[Source records]

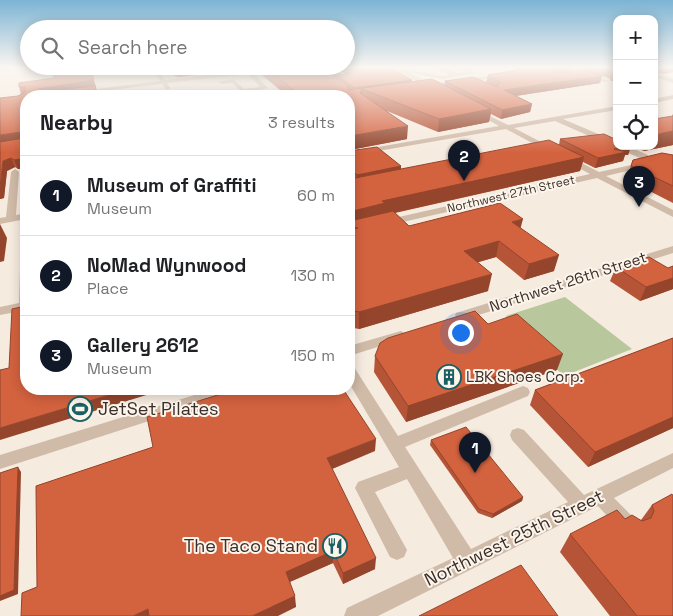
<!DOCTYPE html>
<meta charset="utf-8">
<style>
:root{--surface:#fff;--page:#f6f6f6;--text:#202124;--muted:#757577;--line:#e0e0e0;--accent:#111827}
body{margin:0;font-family:"Space Grotesk",sans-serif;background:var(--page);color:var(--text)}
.controls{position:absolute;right:15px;top:15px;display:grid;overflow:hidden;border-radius:10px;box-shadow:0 2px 12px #0003}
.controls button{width:45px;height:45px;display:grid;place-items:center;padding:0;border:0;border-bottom:1px solid var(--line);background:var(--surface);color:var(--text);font:25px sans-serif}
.you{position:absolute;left:460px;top:332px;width:18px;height:18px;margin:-12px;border:4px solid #fff;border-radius:50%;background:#1a73e8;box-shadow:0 0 0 8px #1a73e833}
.badge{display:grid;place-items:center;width:32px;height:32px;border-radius:50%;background:var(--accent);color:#fff;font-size:16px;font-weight:700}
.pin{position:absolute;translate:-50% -41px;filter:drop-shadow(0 1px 2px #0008)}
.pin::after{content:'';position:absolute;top:26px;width:18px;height:15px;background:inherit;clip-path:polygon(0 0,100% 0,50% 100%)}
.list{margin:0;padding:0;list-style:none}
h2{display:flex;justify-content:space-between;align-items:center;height:65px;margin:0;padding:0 20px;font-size:21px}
h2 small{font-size:16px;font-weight:400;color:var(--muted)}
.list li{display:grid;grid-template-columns:32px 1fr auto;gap:15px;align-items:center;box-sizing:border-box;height:80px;padding:0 20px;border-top:1px solid var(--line)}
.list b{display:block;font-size:19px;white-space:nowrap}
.list p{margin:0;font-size:16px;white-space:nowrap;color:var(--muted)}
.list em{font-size:16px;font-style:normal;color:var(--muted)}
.icon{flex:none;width:28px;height:28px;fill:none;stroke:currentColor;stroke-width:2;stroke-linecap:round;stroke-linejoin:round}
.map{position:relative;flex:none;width:673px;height:616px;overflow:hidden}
.search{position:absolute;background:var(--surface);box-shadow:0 2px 12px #0003;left:20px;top:20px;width:335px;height:55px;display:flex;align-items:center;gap:12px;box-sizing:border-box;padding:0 18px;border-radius:28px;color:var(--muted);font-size:19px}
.panel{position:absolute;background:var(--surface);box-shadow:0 2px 12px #0003;left:20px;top:90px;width:335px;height:305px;border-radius:20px}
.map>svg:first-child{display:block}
.green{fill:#b9c79c}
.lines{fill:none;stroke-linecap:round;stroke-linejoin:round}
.minor{fill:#d0baa8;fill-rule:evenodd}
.wall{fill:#b55436;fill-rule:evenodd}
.shaded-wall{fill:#94452c}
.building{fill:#d3623f;stroke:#94452c}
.labels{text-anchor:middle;stroke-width:4;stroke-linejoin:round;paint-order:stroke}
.far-street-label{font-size:12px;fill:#3c2f29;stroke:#fcf5ec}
.street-label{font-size:15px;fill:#3c2f29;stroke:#fcf5ec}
.poi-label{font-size:15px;fill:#3c2f29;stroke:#fcf5ec;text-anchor:start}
.near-poi-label{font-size:18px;fill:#3c2f29;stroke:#fcf5ec;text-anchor:start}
.near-street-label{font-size:18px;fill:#3c2f29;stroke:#fcf5ec}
</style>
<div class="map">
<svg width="673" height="616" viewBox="0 0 673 616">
<rect width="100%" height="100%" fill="#f6ebdf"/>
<path class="green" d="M 565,297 L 632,349 L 564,376 L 513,329 L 506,316 Z"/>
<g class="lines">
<g class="minor">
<path d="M 0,67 L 19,67 L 0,71 Z"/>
<path d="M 151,67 L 157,67 L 165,80 L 278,67 L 296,67 L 253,73 L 268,88 L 243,93 L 232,83 L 221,84 L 218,82 L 233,79 L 244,89 L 260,87 L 248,74 L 167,83 L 170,88 L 167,90 L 162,84 L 59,96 L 42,96 L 160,81 Z"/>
<path d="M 390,67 L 442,76 L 450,75 L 435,67 C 448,67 452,75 466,72 L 457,67 L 465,67 L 475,73 L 442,79 L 408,72 L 431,84 L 502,74 L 505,76 L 436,87 L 434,90 L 423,88 L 424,85 Z"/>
<path d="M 560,67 L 569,67 L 609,81 L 604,82 Z"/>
<path d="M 654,73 L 673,79 L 673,83 L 654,77 Z"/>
<path d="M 673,95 L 673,99 L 654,103 L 654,99 Z"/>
<path d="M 617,106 L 617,110 L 563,119 L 617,142 L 617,146 L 627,146 L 648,155 L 648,159 L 642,159 L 555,121 L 514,128 L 599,172 L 673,156 L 673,160 L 606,176 L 673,210 L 673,217 L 597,178 L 385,226 L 380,223 L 381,221 L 590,174 L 506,129 L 349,156 L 349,152 L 499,126 L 474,112 L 473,111 L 476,109 L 508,125 Z"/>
<path d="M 15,169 L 19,172 L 16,215 L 26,213 L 26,219 L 0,224 L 0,218 L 6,217 L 11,172 Z"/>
<path d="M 26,232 L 26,310 L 0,315 L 0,307 L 19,303 L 21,235 Z"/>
<path d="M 673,246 L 673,253 L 466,319 L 461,320 L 455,316 L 456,313 Z"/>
<path d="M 401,331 L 408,335 L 406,338 L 349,356 L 349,346 Z"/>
<path d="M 349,366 L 354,367 L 398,436 L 523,386 L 528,388 L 530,392 L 528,396 L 405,447 L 471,549 L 568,502 L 512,440 L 510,435 L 512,430 L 518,428 L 524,430 L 584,495 L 673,453 L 673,468 L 614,498 L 633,517 L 635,523 L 633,529 L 626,532 L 619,529 L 598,506 L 378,616 L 344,616 L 347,608 L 453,558 L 407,479 L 375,492 L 407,550 L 404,557 L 397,560 L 390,557 L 355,488 L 358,482 L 399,467 L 349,383 Z"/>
<path d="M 214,389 L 238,389 L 236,393 L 0,469 L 0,455 Z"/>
</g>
</g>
<g class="wall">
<path d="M 53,67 L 107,67 L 91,73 L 98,96 L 26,96 L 26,168 L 18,169 L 15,167 L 7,171 L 4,198 L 0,199 L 18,96 L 21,94 L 19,87 L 54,78 Z"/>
<path d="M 167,67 L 271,67 L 281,73 L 300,69 L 300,68 L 297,68 L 297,67 L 330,67 L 341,75 L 346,74 L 336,67 L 393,67 L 392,70 L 412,80 L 412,82 L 444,86 L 445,81 L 486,83 L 488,75 L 515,70 L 515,67 L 617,67 L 617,81 L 611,81 L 609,78 L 602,76 L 600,83 L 516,96 L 532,104 L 530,112 L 501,119 L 491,114 L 489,122 L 438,132 L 387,111 L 407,139 L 350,150 L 349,149 L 349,96 L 287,96 L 261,74 L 260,67 L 178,77 L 172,75 ZM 574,67 L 582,70 L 567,72 L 570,71 Z"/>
<path d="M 654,67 L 673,67 L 663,74 L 654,72 Z"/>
<path d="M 673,114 L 673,145 L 644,151 L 632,146 L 654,146 Z"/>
<path d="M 560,139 L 617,146 L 631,146 L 628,155 L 625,155 L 623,161 L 595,168 L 583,162 L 580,171 L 395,213 L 409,226 L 521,228 L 554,271 L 524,280 L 496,257 L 478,262 L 488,291 L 359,329 L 349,327 L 349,178 L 350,179 L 353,178 L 349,174 L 349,150 L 349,151 L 401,166 L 401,169 L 559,145 Z"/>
<path d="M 673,155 L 673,203 L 626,179 L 633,160 Z"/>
<path d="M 673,266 L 673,289 L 640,301 L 610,281 L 616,267 L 668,268 Z"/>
<path d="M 488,324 L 557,370 L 406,422 L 374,372 L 375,356 Z"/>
<path d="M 673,338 L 673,428 L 588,467 L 530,405 L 535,390 Z"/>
<path d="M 431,440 L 523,497 L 522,501 L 492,518 L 478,513 L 430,445 Z"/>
<path d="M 375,451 L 332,469 L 375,569 L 343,584 L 333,563 L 290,582 L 296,607 L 22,593 Z"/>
<path d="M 673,496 L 673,616 L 610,616 L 560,552 L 570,534 L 625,519 L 641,520 L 652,505 Z"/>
</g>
<g class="shaded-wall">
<path d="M 90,67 L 107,67 L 91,73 Z"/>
<path d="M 219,67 L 260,67 L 178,77 L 177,72 Z"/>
<path d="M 516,67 L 538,67 L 515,70 Z"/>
<path d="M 561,67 L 574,67 L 570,71 L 549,77 L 551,70 Z"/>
<path d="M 666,67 L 673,67 L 673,72 L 663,74 Z"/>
<path d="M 617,73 L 617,81 L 611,81 L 613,74 Z"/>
<path d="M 602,76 L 600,83 L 502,98 L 504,90 Z"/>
<path d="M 94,80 L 96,87 L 40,96 L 38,89 Z"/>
<path d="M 412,80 L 412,85 L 362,89 L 362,101 L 354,93 L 355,88 Z"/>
<path d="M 532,104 L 530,112 L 501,119 L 502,110 Z"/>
<path d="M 491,109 L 489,122 L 438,132 L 439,119 Z"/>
<path d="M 408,126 L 407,139 L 350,150 L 350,136 Z"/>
<path d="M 673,131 L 673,145 L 644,151 L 646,146 L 654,146 L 654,135 Z"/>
<path d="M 22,132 L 26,140 L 0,144 L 0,135 Z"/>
<path d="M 627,146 L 631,146 L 628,155 L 625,155 L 623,161 L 595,168 L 598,158 L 614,149 Z"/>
<path d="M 584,157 L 580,171 L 384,215 L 349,227 L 349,212 L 382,201 Z"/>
<path d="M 11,158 L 15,167 L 7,171 L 4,198 L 0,199 L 0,188 L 3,161 Z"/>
<path d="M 26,158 L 26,168 L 18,169 L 14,160 Z"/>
<path d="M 401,166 L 401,173 L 357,182 L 357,175 Z"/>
<path d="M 523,219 L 519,234 L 512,222 Z"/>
<path d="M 0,224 L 7,238 L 4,261 L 0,262 Z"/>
<path d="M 499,241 L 496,257 L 462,267 L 464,251 Z"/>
<path d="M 559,255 L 554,271 L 524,280 L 529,264 Z"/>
<path d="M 492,274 L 488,291 L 359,329 L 359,312 Z"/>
<path d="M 673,278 L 673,289 L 640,301 L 646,287 Z"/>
<path d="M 563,354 L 557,370 L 406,422 L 408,406 Z"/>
<path d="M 129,389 L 166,389 L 0,440 L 0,428 Z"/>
<path d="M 673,417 L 673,428 L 588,467 L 595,452 Z"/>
<path d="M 376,439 L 375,451 L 327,471 L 327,458 Z"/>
<path d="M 18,467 L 21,472 L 18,594 L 0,601 L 0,596 Z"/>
<path d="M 523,497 L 522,501 L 492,518 L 493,514 Z"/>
<path d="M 333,551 L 333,563 L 287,583 L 286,572 Z"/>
<path d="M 376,558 L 375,569 L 343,584 L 343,573 Z"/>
<path d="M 295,596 L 296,607 L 278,616 L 252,616 Z"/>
<path d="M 148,609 L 152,616 L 133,616 Z"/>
</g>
<g class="building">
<path d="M 53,67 L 90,67 L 94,80 L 38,89 L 57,90 L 95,86 L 98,96 L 26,96 L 26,158 L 14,160 L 11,158 L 3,161 L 0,188 L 0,142 L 24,138 L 22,132 L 0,135 L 0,98 L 18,96 L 25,92 L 25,87 L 19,87 L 19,83 L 54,78 Z"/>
<path d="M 169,67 L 219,67 L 177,72 L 171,70 Z"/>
<path d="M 265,67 L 271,67 L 281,73 L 303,69 L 304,67 L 319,67 L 347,85 L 349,90 L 432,79 L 491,109 L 439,119 L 362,89 L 360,93 L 408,126 L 350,136 L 349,135 L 349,96 L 301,96 Z"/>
<path d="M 324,67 L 330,67 L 341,75 L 349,73 L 348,71 L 343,67 L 388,67 L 412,80 L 355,88 Z"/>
<path d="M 536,67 L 561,67 L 551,70 L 556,73 L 583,70 L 602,76 L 504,90 L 532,104 L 502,110 L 445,81 L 473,77 L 497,87 L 500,82 L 488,75 Z"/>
<path d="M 598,67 L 617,67 L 617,73 L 613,74 L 611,71 Z"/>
<path d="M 673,116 L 673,131 L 654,135 L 654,119 Z"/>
<path d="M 604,134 L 617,140 L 617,146 L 627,146 L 614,149 L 627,152 L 598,158 L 560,139 Z"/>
<path d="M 549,140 L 584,157 L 382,201 L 385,203 L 349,212 L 349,178 L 350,179 Z"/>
<path d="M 377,147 L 401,166 L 357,175 L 349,167 L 349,150 L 349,151 Z"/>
<path d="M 662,153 L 673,155 L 673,186 L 631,166 L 633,160 Z"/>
<path d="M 500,203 L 523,219 L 512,222 L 559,255 L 529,264 L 499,241 L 464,251 L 492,274 L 359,312 L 349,310 L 349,230 L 358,228 L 349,227 L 349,220 L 350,221 L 393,211 L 409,226 Z"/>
<path d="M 649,257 L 668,268 L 673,266 L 673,278 L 646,287 L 616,267 Z"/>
<path d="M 26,306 L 26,389 L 129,389 L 0,428 L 0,370 L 9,368 L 12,309 Z"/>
<path d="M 475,311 L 488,324 L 517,314 L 563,354 L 408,406 L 375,356 L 380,343 L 388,338 Z"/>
<path d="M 673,338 L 673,417 L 595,452 L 535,390 Z"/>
<path d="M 237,389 L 343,389 L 376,439 L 327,458 L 376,558 L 343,573 L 333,551 L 286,572 L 295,596 L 252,616 L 149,616 L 148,609 L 133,616 L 21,616 L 22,593 L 37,587 L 36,486 L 153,447 L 147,417 Z"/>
<path d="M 466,427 L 523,497 L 493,514 L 479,509 L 431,440 Z"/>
<path d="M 18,467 L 14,590 L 0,596 L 0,473 Z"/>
<path d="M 672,494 L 673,496 L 673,616 L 637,616 L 570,534 L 617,510 L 625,519 L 632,515 L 642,521 L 651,518 L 654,511 L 652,505 Z"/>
<path d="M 521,565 L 558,616 L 419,616 Z"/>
</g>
<linearGradient id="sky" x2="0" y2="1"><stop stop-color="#7cb4d4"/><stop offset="0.44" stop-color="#fbf6f1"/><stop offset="1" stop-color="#fbf6f1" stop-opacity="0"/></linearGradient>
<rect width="673" height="153" fill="url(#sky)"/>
<defs>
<symbol id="building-ring" viewBox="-11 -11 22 22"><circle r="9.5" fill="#fcf5ec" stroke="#195f63" stroke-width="1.5"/><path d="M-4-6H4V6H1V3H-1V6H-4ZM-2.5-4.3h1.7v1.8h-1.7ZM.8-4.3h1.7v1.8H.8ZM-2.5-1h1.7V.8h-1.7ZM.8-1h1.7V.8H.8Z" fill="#195f63"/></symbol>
<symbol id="stadium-ring" viewBox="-11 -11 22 22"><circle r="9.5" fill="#fcf5ec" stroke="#195f63" stroke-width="1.5"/><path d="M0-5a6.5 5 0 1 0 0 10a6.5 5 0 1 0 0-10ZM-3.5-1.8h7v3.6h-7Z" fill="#195f63"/></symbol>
<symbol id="restaurant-ring" viewBox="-11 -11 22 22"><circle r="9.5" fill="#fcf5ec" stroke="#195f63" stroke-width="1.5"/><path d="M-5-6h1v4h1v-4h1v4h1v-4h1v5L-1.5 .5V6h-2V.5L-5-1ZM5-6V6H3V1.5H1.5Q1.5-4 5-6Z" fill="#195f63"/></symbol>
</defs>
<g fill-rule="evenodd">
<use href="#building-ring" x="435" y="363" width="28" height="28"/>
<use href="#stadium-ring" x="66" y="395" width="28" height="28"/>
<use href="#restaurant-ring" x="321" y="532" width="28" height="28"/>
</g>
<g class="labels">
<g class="far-street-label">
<text transform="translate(511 194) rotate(-13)" y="4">Northwest 27th Street</text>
</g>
<g class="street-label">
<text transform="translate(568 282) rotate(-18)" y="5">Northwest 26th Street</text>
</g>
<g class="poi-label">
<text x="466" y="382">LBK Shoes Corp.</text>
</g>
<g class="near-poi-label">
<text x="98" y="415">JetSet Pilates</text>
<text x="318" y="552" text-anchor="end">The Taco Stand</text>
</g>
<g class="near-street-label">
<text transform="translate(514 538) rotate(-26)" y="6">Northwest 25th Street</text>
</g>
</g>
</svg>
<div class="controls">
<button>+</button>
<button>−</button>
<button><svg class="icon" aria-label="locate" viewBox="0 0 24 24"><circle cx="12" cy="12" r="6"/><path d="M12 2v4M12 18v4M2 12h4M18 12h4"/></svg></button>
</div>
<div class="you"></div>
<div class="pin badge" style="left:475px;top:473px">1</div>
<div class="pin badge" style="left:464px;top:181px">2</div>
<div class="pin badge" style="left:639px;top:207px">3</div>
<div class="search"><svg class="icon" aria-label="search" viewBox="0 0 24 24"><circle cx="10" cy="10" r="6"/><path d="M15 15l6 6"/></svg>Search here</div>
<section class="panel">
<h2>Nearby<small>3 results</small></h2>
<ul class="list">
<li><span class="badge">1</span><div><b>Museum of Graffiti</b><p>Museum</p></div><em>60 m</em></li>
<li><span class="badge">2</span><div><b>NoMad Wynwood</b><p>Place</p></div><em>130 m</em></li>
<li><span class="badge">3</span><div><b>Gallery 2612</b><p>Museum</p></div><em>150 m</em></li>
</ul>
</section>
</div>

▶ Task item:
Looking at the records above, how many of their lines carry the string "linecap"? Answer with the number and nothing else.

▶ Result of the exercise:
2